* What needs to be done
Retype the material below exactly, from its first line through the line with "2px #d0cdd5) drop-shadow(0"; the pictures stay out.

* Available data
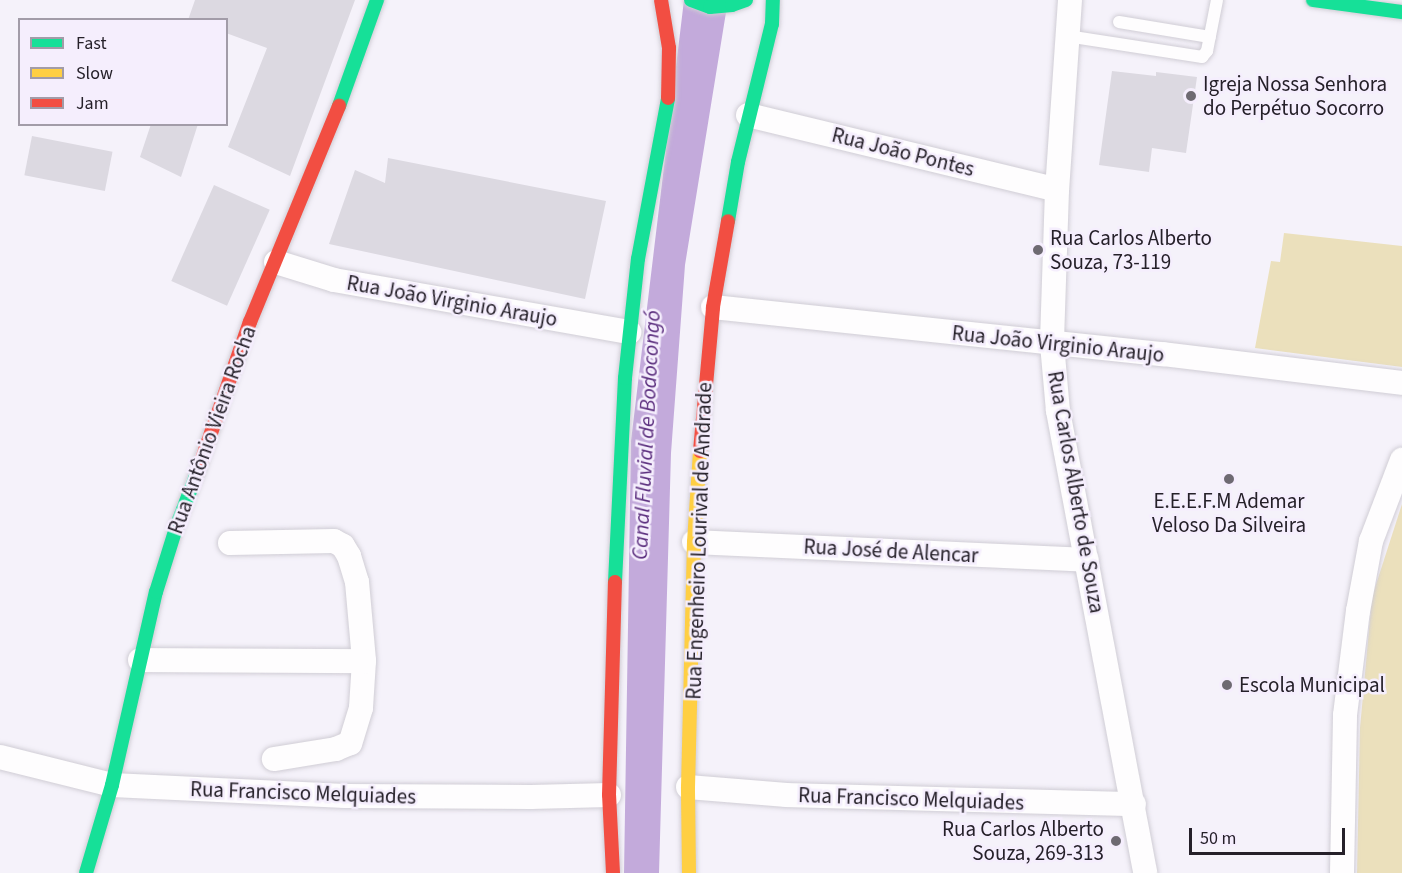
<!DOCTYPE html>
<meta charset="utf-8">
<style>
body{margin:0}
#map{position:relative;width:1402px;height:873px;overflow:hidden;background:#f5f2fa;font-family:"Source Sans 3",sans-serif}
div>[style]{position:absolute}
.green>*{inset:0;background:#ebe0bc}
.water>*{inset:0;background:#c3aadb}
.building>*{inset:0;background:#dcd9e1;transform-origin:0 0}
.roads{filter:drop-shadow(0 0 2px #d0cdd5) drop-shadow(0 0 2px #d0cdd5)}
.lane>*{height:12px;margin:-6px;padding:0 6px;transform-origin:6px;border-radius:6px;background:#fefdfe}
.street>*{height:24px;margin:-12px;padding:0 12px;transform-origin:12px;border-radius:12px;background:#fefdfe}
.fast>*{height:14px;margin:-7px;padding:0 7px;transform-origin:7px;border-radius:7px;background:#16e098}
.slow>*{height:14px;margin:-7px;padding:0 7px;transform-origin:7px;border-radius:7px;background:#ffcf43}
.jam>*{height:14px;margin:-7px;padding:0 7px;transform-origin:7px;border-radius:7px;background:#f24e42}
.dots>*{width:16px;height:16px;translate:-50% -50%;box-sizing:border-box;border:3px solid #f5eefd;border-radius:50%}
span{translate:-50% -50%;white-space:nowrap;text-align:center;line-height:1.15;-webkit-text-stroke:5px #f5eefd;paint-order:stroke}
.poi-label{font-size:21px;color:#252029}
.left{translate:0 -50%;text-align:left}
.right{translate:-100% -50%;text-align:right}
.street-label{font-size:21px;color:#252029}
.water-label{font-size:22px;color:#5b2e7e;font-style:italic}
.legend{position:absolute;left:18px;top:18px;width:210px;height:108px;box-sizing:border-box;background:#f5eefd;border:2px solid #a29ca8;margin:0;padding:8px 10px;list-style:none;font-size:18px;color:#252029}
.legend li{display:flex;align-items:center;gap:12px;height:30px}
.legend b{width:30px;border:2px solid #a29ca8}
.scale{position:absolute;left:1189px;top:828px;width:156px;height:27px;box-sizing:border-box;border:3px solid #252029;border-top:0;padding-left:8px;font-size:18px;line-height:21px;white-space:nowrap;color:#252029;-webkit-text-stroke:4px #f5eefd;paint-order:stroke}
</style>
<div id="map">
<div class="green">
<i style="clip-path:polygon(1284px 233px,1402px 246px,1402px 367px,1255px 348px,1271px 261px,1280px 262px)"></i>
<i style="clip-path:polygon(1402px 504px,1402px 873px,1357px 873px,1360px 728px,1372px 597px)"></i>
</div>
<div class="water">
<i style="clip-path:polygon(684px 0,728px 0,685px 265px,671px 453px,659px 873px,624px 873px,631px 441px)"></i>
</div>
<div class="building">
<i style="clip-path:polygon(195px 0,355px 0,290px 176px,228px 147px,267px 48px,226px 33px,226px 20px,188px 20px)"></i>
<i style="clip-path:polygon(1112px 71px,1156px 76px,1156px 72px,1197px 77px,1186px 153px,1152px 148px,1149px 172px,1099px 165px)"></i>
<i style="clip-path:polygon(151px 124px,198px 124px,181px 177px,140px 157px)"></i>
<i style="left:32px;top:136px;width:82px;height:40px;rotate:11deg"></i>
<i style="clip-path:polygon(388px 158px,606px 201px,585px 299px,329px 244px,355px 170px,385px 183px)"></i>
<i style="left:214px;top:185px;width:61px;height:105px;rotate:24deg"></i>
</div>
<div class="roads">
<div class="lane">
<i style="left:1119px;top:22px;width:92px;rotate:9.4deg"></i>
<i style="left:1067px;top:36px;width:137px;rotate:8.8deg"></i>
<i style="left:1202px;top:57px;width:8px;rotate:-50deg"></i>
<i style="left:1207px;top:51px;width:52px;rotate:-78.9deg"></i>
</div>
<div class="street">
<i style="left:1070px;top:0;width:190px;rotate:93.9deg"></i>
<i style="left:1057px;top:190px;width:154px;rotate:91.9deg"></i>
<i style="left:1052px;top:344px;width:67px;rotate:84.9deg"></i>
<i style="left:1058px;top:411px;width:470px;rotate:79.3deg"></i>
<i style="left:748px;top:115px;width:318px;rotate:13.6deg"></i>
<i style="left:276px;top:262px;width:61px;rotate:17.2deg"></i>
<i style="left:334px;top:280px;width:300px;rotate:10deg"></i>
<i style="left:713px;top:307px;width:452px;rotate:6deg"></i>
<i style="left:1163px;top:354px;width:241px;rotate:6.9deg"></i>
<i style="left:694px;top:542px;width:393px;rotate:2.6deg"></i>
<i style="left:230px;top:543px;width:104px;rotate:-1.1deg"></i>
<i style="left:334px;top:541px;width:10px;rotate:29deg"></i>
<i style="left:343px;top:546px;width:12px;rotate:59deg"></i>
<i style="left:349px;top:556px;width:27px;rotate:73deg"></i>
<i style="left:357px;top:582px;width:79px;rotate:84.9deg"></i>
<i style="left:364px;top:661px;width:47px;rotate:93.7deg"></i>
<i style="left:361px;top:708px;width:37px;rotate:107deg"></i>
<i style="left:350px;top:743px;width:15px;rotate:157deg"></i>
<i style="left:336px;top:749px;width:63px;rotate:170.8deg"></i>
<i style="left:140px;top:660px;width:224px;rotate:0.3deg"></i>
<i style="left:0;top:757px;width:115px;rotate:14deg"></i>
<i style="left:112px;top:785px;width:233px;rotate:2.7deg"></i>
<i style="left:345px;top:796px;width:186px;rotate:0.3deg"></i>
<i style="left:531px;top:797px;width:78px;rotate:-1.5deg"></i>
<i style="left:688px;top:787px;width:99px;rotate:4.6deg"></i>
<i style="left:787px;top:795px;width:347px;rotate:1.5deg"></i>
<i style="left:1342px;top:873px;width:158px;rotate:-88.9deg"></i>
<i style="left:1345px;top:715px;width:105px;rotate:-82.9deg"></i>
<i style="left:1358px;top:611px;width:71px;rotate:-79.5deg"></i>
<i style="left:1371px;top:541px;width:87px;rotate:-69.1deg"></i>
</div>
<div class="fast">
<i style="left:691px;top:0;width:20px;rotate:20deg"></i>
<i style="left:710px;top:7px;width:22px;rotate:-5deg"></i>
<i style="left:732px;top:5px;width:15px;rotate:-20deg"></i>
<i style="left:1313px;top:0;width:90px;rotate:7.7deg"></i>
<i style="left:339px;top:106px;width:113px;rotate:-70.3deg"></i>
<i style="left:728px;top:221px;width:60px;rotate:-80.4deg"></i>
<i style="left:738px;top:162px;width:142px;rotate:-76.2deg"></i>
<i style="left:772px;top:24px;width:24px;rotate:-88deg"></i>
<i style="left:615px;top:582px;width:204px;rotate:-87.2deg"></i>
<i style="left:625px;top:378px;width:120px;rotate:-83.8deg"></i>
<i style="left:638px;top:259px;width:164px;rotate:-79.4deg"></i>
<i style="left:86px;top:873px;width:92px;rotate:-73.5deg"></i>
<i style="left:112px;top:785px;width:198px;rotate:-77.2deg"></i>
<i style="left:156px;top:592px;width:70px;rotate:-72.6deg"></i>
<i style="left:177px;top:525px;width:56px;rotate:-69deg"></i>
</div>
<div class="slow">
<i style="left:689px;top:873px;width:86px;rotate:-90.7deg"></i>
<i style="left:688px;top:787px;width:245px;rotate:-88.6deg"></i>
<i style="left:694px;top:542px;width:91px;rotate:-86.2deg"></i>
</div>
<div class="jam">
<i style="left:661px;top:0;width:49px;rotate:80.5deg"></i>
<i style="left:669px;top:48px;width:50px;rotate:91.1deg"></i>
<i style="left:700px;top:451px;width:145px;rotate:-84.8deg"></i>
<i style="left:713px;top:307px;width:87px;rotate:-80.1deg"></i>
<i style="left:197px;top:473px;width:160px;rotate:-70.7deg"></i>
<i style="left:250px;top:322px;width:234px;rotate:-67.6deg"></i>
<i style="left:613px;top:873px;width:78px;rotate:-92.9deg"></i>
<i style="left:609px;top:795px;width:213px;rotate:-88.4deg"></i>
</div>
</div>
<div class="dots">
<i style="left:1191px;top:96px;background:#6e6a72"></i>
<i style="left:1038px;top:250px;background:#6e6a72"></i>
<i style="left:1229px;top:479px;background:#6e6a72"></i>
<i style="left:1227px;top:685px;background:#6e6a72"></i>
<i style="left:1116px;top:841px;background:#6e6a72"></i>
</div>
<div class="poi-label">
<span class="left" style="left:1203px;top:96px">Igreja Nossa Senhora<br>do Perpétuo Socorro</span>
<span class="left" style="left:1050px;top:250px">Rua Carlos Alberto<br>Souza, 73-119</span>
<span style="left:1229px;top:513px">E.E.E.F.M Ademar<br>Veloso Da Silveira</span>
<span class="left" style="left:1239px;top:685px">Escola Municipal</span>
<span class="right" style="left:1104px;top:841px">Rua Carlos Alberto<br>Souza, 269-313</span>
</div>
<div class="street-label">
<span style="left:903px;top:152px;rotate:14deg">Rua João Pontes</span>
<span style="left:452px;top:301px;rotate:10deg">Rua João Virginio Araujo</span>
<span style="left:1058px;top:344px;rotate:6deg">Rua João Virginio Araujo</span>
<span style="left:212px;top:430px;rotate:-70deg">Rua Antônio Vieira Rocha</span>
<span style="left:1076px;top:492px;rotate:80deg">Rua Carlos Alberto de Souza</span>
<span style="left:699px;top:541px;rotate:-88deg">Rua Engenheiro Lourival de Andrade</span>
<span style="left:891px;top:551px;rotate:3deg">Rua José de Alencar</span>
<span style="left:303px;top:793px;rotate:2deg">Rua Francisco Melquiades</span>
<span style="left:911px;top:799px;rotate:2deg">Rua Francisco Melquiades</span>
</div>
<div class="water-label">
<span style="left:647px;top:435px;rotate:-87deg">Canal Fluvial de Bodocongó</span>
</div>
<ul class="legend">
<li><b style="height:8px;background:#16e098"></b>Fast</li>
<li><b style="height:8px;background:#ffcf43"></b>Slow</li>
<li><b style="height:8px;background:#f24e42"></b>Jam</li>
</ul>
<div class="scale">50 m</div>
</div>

* Exercise output
<!DOCTYPE html>
<meta charset="utf-8">
<style>
body{margin:0}
#map{position:relative;width:1402px;height:873px;overflow:hidden;background:#f5f2fa;font-family:"Source Sans 3",sans-serif}
div>[style]{position:absolute}
.green>*{inset:0;background:#ebe0bc}
.water>*{inset:0;background:#c3aadb}
.building>*{inset:0;background:#dcd9e1;transform-origin:0 0}
.roads{filter:drop-shadow(0 0 2px #d0cdd5) drop-shadow(0 0 2px #d0cdd5)}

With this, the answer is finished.